Energy credits. You can earn a tax credit for energy-saving home improvements such as new doors, new windows, energy-efficient furnaces, heat pumps, water heaters, air conditioners and the like that were installed in 2009 or 2010. The credit is 30 percent of the cost of installing such energy savers, up to a maximum credit of $1,500. For windows and doors, the credit is based on the cost of the materials; for furnaces and air conditioners and the like, you can count the cost of installation, too. A bigger credit is available for more ambitious projects — like solar water-heating systems, geothermal heat pumps and residential wind energy systems. Start generating your own power, and Uncle Sam will rebate 30 percent of the full cost of your system, with no dollar cap.

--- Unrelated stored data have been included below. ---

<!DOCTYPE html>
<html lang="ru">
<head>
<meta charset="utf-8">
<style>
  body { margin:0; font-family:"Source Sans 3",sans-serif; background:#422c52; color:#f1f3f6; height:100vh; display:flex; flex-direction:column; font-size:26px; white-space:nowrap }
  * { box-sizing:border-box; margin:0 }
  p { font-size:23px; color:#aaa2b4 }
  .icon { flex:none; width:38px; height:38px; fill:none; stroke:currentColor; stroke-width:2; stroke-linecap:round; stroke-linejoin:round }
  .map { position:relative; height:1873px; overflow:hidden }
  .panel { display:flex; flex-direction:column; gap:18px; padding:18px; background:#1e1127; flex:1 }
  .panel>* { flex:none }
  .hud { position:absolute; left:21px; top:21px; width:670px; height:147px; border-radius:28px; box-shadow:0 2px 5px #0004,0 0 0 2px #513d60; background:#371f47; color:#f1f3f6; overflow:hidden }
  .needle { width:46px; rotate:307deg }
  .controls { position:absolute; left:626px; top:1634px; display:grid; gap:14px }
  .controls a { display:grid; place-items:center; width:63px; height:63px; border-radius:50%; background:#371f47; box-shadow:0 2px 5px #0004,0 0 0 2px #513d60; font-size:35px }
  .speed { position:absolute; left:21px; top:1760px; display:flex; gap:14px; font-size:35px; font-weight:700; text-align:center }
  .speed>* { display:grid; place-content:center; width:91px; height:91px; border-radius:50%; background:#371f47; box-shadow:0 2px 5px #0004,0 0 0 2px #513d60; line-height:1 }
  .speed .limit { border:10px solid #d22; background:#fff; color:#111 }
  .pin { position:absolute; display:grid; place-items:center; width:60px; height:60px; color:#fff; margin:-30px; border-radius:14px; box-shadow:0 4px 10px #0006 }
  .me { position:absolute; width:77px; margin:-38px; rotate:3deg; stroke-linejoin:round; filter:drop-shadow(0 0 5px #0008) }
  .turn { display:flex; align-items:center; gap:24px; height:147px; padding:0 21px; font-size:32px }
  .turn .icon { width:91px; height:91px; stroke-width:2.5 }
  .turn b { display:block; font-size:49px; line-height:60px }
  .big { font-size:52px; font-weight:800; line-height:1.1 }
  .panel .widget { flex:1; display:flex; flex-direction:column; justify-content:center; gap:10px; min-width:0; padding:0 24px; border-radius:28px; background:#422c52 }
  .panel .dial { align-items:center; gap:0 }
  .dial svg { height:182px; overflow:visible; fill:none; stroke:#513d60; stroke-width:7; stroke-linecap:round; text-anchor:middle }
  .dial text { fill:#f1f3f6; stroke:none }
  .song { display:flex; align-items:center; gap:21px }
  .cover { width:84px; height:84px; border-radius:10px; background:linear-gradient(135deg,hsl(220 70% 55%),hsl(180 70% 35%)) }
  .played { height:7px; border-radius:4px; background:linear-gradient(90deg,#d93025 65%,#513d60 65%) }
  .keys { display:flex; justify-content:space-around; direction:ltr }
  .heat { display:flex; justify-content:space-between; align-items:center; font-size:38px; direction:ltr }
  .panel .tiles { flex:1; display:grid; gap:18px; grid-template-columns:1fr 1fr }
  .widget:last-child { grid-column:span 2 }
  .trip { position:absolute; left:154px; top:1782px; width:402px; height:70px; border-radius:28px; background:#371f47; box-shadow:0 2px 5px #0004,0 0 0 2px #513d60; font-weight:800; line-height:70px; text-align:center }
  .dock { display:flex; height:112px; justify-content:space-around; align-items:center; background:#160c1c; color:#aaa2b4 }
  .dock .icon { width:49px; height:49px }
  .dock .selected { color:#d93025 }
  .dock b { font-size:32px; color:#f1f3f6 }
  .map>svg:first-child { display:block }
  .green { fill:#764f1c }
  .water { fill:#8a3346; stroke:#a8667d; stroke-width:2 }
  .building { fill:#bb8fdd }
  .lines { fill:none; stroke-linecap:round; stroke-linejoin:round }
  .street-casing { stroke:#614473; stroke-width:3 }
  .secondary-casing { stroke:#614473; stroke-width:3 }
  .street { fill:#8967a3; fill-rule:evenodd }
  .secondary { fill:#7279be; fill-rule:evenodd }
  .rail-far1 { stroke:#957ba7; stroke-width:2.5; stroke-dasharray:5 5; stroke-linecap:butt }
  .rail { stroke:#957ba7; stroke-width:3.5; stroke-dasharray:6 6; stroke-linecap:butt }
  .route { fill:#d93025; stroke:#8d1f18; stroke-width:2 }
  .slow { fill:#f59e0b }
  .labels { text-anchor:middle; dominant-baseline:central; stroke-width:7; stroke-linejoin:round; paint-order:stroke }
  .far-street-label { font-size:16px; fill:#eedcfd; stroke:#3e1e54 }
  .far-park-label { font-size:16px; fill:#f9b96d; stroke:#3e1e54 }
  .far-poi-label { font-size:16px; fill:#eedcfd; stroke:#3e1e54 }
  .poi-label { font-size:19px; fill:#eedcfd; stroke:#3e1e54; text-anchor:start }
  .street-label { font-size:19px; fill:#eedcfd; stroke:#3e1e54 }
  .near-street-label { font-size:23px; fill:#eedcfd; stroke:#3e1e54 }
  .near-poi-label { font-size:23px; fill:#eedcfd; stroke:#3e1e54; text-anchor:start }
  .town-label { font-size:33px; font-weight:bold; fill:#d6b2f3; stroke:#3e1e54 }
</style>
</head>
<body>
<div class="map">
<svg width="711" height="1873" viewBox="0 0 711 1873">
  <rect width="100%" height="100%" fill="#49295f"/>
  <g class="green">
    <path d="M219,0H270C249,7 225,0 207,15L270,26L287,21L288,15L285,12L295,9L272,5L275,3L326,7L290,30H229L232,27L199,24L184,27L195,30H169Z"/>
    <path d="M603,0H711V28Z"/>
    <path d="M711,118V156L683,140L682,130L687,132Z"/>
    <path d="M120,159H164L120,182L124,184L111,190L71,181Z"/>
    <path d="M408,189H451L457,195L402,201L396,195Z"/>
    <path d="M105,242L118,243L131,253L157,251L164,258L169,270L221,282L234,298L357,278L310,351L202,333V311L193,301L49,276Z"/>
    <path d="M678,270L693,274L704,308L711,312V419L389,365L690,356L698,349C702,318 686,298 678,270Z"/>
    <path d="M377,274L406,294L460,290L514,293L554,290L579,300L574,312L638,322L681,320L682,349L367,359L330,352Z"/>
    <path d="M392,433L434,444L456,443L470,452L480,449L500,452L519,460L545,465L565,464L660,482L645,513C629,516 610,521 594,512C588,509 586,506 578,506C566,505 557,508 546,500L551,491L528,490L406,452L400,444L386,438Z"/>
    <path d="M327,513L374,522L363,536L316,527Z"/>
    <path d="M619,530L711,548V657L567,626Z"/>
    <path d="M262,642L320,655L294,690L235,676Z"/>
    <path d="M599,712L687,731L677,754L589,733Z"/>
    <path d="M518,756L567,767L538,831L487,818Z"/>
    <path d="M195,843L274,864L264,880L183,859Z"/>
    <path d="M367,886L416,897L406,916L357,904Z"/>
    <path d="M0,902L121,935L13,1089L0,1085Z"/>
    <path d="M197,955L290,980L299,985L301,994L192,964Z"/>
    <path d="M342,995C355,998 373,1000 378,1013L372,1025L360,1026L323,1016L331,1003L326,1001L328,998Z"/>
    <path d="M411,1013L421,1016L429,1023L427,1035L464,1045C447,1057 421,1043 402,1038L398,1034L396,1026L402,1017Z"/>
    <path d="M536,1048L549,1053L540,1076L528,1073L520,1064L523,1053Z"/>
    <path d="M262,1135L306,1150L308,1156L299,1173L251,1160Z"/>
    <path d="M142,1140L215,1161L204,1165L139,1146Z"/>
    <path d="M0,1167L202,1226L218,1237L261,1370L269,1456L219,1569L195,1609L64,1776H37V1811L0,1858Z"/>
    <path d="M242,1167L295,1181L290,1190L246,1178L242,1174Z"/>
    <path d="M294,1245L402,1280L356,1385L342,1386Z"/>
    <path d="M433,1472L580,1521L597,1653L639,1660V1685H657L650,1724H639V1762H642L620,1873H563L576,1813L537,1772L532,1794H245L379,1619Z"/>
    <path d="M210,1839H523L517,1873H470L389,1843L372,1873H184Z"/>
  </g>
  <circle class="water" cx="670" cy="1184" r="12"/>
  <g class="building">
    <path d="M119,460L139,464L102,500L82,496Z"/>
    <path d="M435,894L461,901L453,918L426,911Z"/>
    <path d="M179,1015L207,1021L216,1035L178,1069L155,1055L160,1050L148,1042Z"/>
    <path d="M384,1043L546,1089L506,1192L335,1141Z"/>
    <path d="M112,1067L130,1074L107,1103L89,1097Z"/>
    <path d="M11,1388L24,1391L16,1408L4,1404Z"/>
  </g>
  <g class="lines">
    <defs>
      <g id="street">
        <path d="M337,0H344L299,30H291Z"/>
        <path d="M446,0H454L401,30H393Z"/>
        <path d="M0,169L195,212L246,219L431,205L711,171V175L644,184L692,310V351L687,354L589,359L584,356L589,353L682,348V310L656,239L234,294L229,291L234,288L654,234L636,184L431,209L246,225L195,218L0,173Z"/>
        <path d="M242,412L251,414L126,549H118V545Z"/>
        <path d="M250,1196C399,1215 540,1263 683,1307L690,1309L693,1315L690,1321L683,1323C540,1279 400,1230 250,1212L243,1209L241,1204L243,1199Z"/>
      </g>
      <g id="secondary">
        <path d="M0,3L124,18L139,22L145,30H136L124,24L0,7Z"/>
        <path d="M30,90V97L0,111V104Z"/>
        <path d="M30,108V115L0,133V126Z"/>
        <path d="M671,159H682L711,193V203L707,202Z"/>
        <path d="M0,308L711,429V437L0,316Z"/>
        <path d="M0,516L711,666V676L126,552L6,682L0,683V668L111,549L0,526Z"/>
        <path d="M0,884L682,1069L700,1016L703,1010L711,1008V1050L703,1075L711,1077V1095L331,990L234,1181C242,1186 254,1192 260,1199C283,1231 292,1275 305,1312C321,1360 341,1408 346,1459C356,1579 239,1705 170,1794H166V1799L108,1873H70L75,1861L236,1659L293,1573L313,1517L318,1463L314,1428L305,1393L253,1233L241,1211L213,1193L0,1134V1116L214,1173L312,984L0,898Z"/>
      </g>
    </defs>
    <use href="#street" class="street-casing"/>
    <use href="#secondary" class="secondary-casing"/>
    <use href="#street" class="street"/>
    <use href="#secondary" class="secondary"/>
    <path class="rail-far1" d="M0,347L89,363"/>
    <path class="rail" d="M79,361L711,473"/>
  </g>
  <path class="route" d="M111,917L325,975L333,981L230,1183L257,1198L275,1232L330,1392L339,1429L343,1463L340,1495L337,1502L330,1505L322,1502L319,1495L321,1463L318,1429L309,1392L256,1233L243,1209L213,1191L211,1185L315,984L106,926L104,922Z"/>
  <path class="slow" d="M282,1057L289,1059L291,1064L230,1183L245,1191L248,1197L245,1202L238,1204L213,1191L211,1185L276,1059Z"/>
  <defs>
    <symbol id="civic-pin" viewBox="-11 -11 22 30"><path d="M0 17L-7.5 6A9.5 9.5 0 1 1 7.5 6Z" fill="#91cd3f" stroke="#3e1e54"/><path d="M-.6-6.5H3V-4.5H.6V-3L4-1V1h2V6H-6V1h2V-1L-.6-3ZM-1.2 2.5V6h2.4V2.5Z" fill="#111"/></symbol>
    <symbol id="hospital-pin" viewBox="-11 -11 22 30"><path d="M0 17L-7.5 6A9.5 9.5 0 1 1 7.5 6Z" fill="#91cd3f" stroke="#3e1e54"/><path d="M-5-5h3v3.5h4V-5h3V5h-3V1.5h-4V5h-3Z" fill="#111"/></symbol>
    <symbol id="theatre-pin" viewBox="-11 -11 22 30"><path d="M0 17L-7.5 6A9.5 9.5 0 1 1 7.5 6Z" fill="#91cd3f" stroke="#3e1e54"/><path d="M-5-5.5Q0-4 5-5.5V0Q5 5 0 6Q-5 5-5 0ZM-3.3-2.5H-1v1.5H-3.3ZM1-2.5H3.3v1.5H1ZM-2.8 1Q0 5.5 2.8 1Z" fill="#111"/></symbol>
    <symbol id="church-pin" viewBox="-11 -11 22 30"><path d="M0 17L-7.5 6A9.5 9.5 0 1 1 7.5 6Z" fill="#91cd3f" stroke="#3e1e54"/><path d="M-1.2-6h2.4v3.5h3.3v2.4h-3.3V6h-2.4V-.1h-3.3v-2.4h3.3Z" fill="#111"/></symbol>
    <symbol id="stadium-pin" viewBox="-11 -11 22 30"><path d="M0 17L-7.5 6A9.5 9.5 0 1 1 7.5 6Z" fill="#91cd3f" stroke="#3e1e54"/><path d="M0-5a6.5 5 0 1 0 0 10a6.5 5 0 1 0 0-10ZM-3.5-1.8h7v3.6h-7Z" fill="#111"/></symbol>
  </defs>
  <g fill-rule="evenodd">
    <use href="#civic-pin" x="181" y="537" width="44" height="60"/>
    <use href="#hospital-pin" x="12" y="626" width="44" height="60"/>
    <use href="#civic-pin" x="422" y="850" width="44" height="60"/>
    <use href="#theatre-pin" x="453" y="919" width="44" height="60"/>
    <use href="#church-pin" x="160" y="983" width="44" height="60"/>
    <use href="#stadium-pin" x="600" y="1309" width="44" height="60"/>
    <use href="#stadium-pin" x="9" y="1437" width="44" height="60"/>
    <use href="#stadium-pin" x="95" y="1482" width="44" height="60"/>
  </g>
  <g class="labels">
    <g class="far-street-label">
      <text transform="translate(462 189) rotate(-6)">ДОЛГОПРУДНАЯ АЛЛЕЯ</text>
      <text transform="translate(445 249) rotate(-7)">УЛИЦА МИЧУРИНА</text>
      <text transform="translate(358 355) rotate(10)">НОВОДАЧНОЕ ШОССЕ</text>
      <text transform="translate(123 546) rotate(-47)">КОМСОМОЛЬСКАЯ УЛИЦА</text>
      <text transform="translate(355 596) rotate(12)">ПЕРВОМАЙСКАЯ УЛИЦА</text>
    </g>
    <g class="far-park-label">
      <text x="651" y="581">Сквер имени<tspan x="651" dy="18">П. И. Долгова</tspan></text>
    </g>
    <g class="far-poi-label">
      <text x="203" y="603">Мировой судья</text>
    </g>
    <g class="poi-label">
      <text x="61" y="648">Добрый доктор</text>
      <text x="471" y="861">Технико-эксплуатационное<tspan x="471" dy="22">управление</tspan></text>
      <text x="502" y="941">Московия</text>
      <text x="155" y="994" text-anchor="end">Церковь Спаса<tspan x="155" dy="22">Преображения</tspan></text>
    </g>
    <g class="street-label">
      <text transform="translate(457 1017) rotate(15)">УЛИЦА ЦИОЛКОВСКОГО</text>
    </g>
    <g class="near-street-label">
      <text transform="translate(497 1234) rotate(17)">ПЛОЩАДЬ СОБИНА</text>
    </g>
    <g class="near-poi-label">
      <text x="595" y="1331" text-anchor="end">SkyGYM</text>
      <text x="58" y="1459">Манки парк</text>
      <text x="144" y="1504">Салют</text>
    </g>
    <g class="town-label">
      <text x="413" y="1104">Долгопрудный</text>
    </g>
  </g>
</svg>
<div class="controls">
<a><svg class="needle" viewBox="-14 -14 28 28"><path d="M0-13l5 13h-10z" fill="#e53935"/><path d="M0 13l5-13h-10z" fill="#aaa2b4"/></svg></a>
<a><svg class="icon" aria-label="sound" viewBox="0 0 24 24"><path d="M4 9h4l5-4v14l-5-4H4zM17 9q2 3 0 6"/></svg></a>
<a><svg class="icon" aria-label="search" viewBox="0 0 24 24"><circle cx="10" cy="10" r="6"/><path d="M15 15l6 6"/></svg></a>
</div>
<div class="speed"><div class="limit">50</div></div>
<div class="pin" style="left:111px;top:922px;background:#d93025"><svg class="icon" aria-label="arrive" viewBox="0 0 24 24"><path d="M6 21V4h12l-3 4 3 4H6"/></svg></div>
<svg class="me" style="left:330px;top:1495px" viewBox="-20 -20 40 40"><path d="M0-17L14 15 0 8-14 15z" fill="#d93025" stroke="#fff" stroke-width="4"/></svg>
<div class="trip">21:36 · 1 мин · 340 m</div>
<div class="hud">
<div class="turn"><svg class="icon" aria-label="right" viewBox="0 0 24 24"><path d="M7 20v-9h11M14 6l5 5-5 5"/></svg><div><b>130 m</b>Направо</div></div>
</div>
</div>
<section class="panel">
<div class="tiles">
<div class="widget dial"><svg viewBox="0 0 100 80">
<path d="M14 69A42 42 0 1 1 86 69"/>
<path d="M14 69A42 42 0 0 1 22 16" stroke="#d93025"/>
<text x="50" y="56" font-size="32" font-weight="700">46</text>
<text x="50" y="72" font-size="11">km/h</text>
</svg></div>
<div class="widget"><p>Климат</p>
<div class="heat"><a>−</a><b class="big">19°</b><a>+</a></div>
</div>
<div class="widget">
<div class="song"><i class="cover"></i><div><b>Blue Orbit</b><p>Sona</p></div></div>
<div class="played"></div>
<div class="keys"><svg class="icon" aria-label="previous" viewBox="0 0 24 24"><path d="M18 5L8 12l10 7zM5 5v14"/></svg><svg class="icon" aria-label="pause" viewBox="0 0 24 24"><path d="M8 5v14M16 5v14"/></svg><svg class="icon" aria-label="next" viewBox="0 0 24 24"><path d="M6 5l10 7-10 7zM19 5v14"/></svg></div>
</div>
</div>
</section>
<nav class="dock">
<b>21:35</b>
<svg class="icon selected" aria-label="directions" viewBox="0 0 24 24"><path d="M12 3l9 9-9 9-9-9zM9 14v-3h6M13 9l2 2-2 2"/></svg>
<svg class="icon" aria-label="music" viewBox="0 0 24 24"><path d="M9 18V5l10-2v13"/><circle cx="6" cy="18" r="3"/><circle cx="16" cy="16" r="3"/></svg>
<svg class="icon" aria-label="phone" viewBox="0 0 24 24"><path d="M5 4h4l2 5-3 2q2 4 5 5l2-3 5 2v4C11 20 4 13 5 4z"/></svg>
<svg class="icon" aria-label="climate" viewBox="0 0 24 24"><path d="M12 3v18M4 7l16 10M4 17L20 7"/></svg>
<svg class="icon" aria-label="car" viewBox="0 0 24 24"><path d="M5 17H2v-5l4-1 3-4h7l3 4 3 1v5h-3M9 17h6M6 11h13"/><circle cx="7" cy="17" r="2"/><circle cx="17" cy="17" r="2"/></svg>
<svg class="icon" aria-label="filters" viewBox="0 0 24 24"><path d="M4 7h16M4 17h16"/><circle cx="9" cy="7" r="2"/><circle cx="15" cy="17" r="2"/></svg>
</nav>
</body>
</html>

First-time homebuyer credit. If you bought a home during the first four months of 2010, you might qualify for either an $8,000 or $6,500 homebuyer credit. And you don’t really have to be a first-time homebuyer to qualify for either credit. To qualify for the $8,000 credit, you (and your spouse, if married) must not have owned a home in the three years leading up to the purchase of your new home. The credit is 10 percent of the purchase price of the home, up to a maximum credit of $8,000. No credit is allowed for homes that cost more than $800,000.

To qualify for the $6,500 credit, you must be a longtime homeowner, defined as owing and living in the same principal residence for five of the eight years leading up to the purchase of your new home. The credit is 10 percent of the purchase price of the home, up to a maximum credit of $6,500. No credit is allowed for homes that cost more than $800,000.

To qualify for either credit, you must have signed a binding contract on your new home before May 1, 2010, and you must have closed on the deal by Sept. 30, 2010.

Unlike a first-time homebuyer credit available in 2008, which had to be paid back over 15 years by adding $500 in each of those years to the taxpayer’s tax bill, the 2010 credit does not have to be paid back, as long as you live in the principal residence for at least three years.

First-time homebuyer credit repayment. The $7,500 first-time homebuyer credit that was available for qualifying purchases after April 8, 2008, and before Jan. 1, 2009, must be repaid starting with your 2010 tax return. To repay this “interest-free loan,” you must add $500 each year to your tax bill until the full $7,500 is repaid. If you sell or otherwise stop using the house as your home before the credit is fully repaid, any remaining balance must be repaid with your tax return for the year of the sale.

Home equity debt. Interest on up to $100,000 of debt secured by your first or second home — using a second mortgage, say, or home equity line of credit — can be deducted, regardless of how the money is used. The use of home equity debt gives homeowners an opportunity to skirt the rules that generally block the deduction of debt used to buy automobiles, for example, or pay for vacations.

Home office deduction. You can deduct the costs of a home office that you use exclusively and regularly for business. This includes depreciation, utilities and insurance for the office portion of your home. To qualify, you must either meet with clients there regularly, or the home office must be your principal place of business (unless it is not attached to your house).

Home sale exclusion. Up to $250,000 of profit from the sale of your home can be tax-free; $500,000 if you are married and file a joint return. To qualify, you must own and live in the house for periods totaling two years out of the five years leading up to the sale. A reduced exclusion is available if you fail the two-year test because of unforeseen circumstances such as a move resulting from a job change, for example, or divorce. You can use this exclusion any number of times, but no more frequently than once every two years.

IRA payouts for first-time homebuyers. You can withdraw as much as $10,000 from a traditional IRA before age 591/2 without penalty if the money is used to buy the first home for yourself, a child or grandchild, or your parents or grandparents. Although the payout avoids the normal 10 percent early withdrawal penalty, it is taxed. Different rules apply to tapping a Roth IRA for the purchase of a home.